• [Assigned task]:
What is needed is an exact copy of the entries below, with the pictures left out.
*** Begin section ***
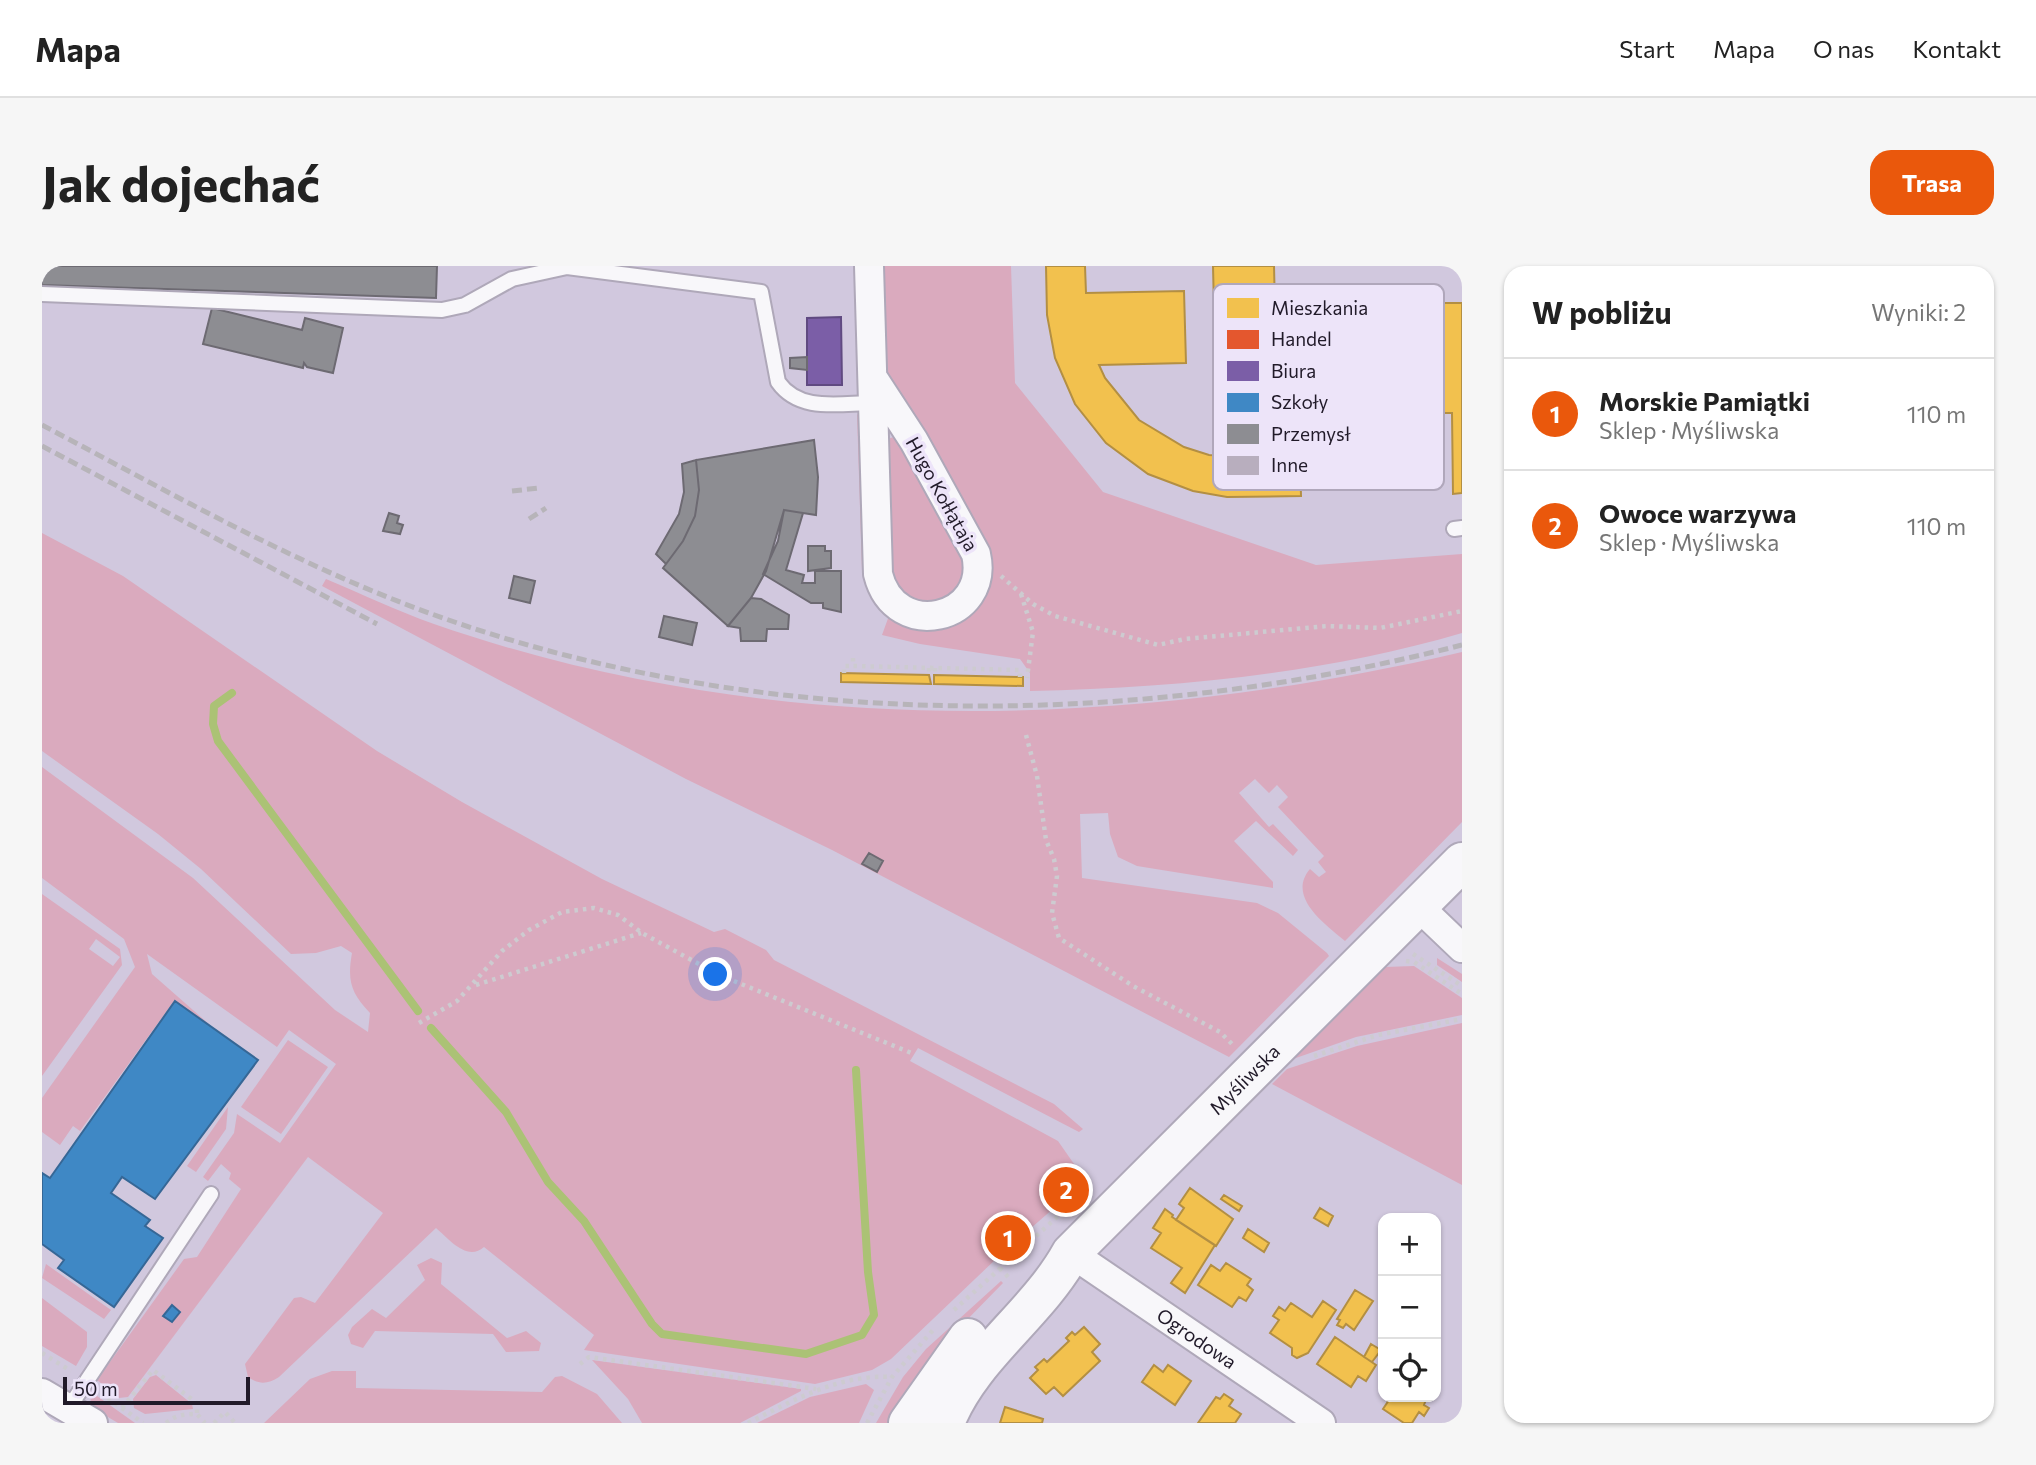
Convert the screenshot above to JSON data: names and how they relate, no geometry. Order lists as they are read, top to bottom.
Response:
{
  "streets": {
    "street": ["Hugo Kołłątaja", "Myśliwska", "Ogrodowa"]
  },
  "crossings": [
    ["Myśliwska", "Ogrodowa"]
  ],
  "legend": [
    "Mieszkania",
    "Handel",
    "Biura",
    "Szkoły",
    "Przemysł",
    "Inne"
  ],
  "scale_bar": "50 m",
  "page": {
    "header": "Mapa",
    "nav": [
      "Start",
      "Mapa",
      "O nas",
      "Kontakt"
    ],
    "buttons": "Trasa",
    "title": "Jak dojechać",
    "heading": ["W pobliżu", "Wyniki: 2"],
    "list": [
      {
        "mark": "1",
        "name": "Morskie Pamiątki",
        "note": "Sklep · Myśliwska",
        "value": "110 m"
      },
      {
        "mark": "2",
        "name": "Owoce warzywa",
        "note": "Sklep · Myśliwska",
        "value": "110 m"
      }
    ],
    "pins": ["2", "1"],
    "map_buttons": ["+", "−"],
    "scale": "50 m"
  }
}
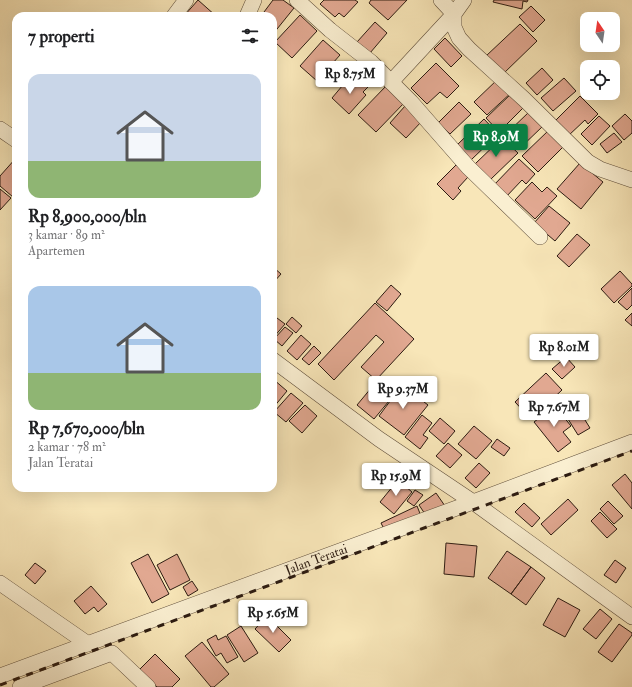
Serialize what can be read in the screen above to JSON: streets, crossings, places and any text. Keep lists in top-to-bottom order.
{
  "streets": {
    "street": ["Jalan Teratai"]
  },
  "north": "top",
  "page": {
    "heading": "7 properti",
    "list": [
      {
        "name": "Rp 8,900,000/bln",
        "note": "3 kamar · 89 m² · Apartemen"
      },
      {
        "name": "Rp 7,670,000/bln",
        "note": "2 kamar · 78 m² · Jalan Teratai"
      }
    ],
    "price": [
      "Rp 8.75M",
      "Rp 8.9M",
      "Rp 8.01M",
      "Rp 9.37M",
      "Rp 7.67M",
      "Rp 15.9M",
      "Rp 5.65M"
    ]
  }
}
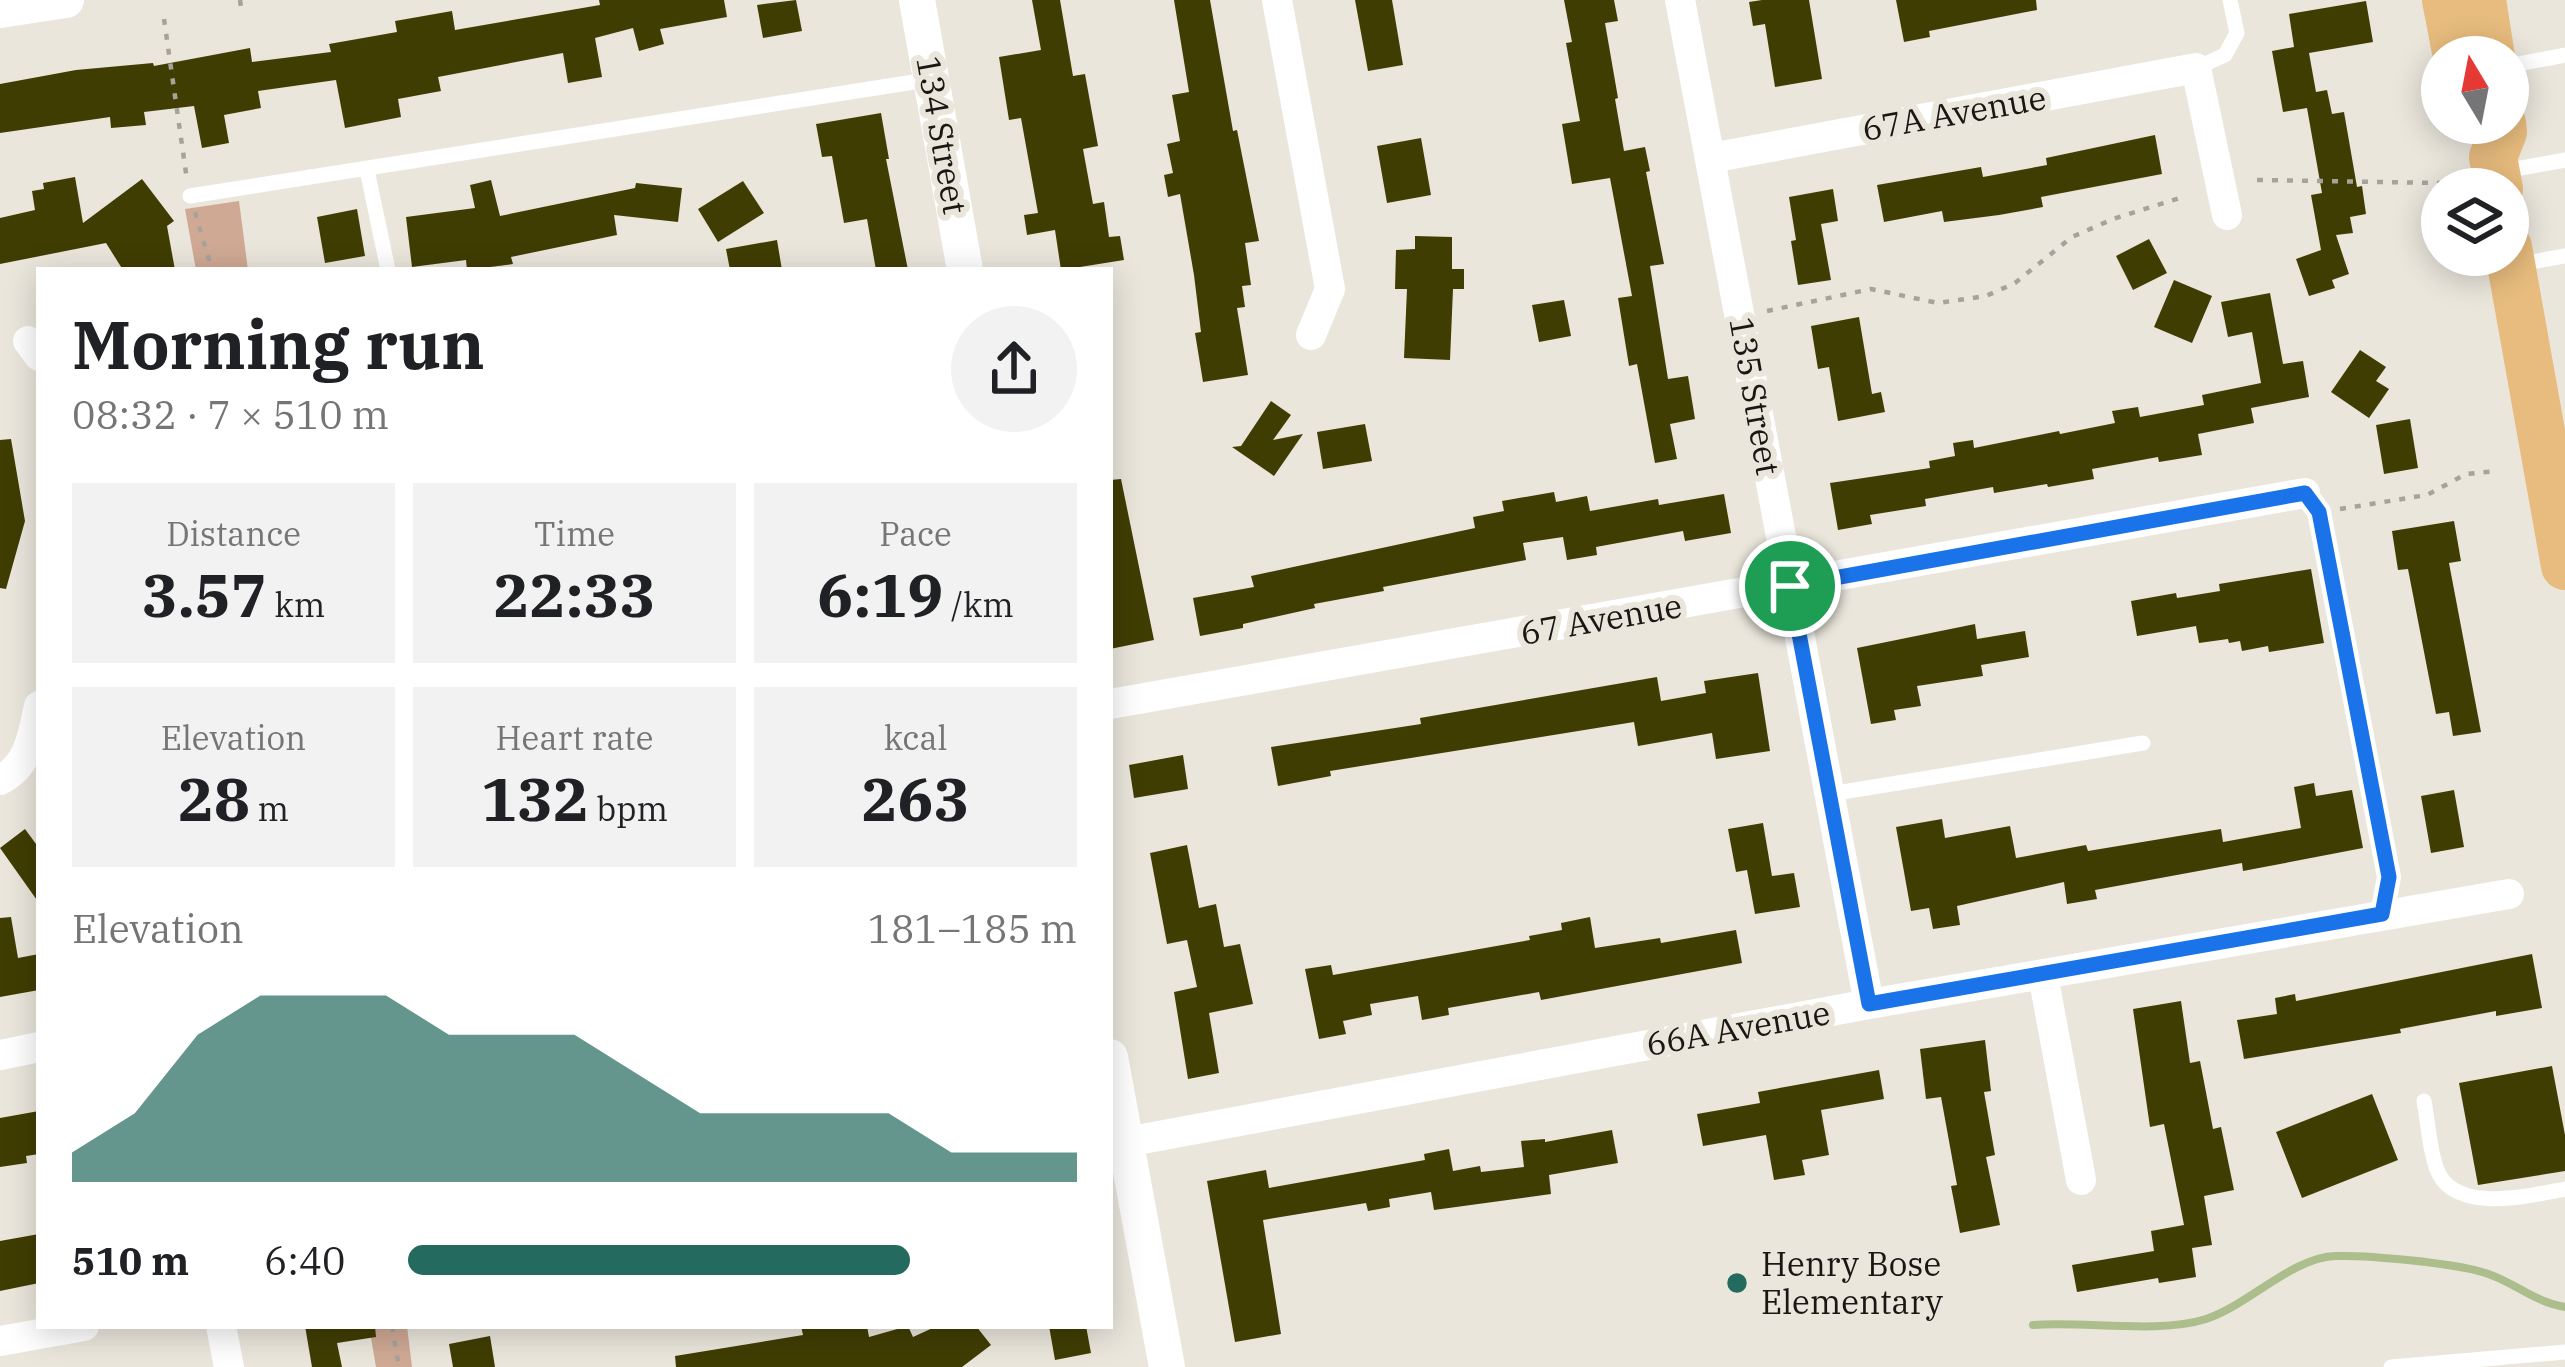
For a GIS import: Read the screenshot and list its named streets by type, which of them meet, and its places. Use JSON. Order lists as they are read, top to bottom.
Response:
*** End section ***
• [Exercise response]:
Convert the screenshot above to JSON data: names and how they relate, no geometry. Order lists as they are read, top to bottom.
Response:
{
  "streets": {
    "street": ["Hugo Kołłątaja", "Myśliwska", "Ogrodowa"]
  },
  "crossings": [
    ["Myśliwska", "Ogrodowa"]
  ],
  "legend": [
    "Mieszkania",
    "Handel",
    "Biura",
    "Szkoły",
    "Przemysł",
    "Inne"
  ],
  "scale_bar": "50 m",
  "page": {
    "header": "Mapa",
    "nav": [
      "Start",
      "Mapa",
      "O nas",
      "Kontakt"
    ],
    "buttons": "Trasa",
    "title": "Jak dojechać",
    "heading": ["W pobliżu", "Wyniki: 2"],
    "list": [
      {
        "mark": "1",
        "name": "Morskie Pamiątki",
        "note": "Sklep · Myśliwska",
        "value": "110 m"
      },
      {
        "mark": "2",
        "name": "Owoce warzywa",
        "note": "Sklep · Myśliwska",
        "value": "110 m"
      }
    ],
    "pins": ["2", "1"],
    "map_buttons": ["+", "−"],
    "scale": "50 m"
  }
}
Serialize what can be read in the screen above to JSON: streets, crossings, places and any text. Keep lists in top-to-bottom order.
{
  "streets": {
    "street": ["Jalan Teratai"]
  },
  "north": "top",
  "page": {
    "heading": "7 properti",
    "list": [
      {
        "name": "Rp 8,900,000/bln",
        "note": "3 kamar · 89 m² · Apartemen"
      },
      {
        "name": "Rp 7,670,000/bln",
        "note": "2 kamar · 78 m² · Jalan Teratai"
      }
    ],
    "price": [
      "Rp 8.75M",
      "Rp 8.9M",
      "Rp 8.01M",
      "Rp 9.37M",
      "Rp 7.67M",
      "Rp 15.9M",
      "Rp 5.65M"
    ]
  }
}
For a GIS import: Read the screenshot and list its named streets by type, which of them meet, and its places. Use JSON. Order lists as they are read, top to bottom.
Response:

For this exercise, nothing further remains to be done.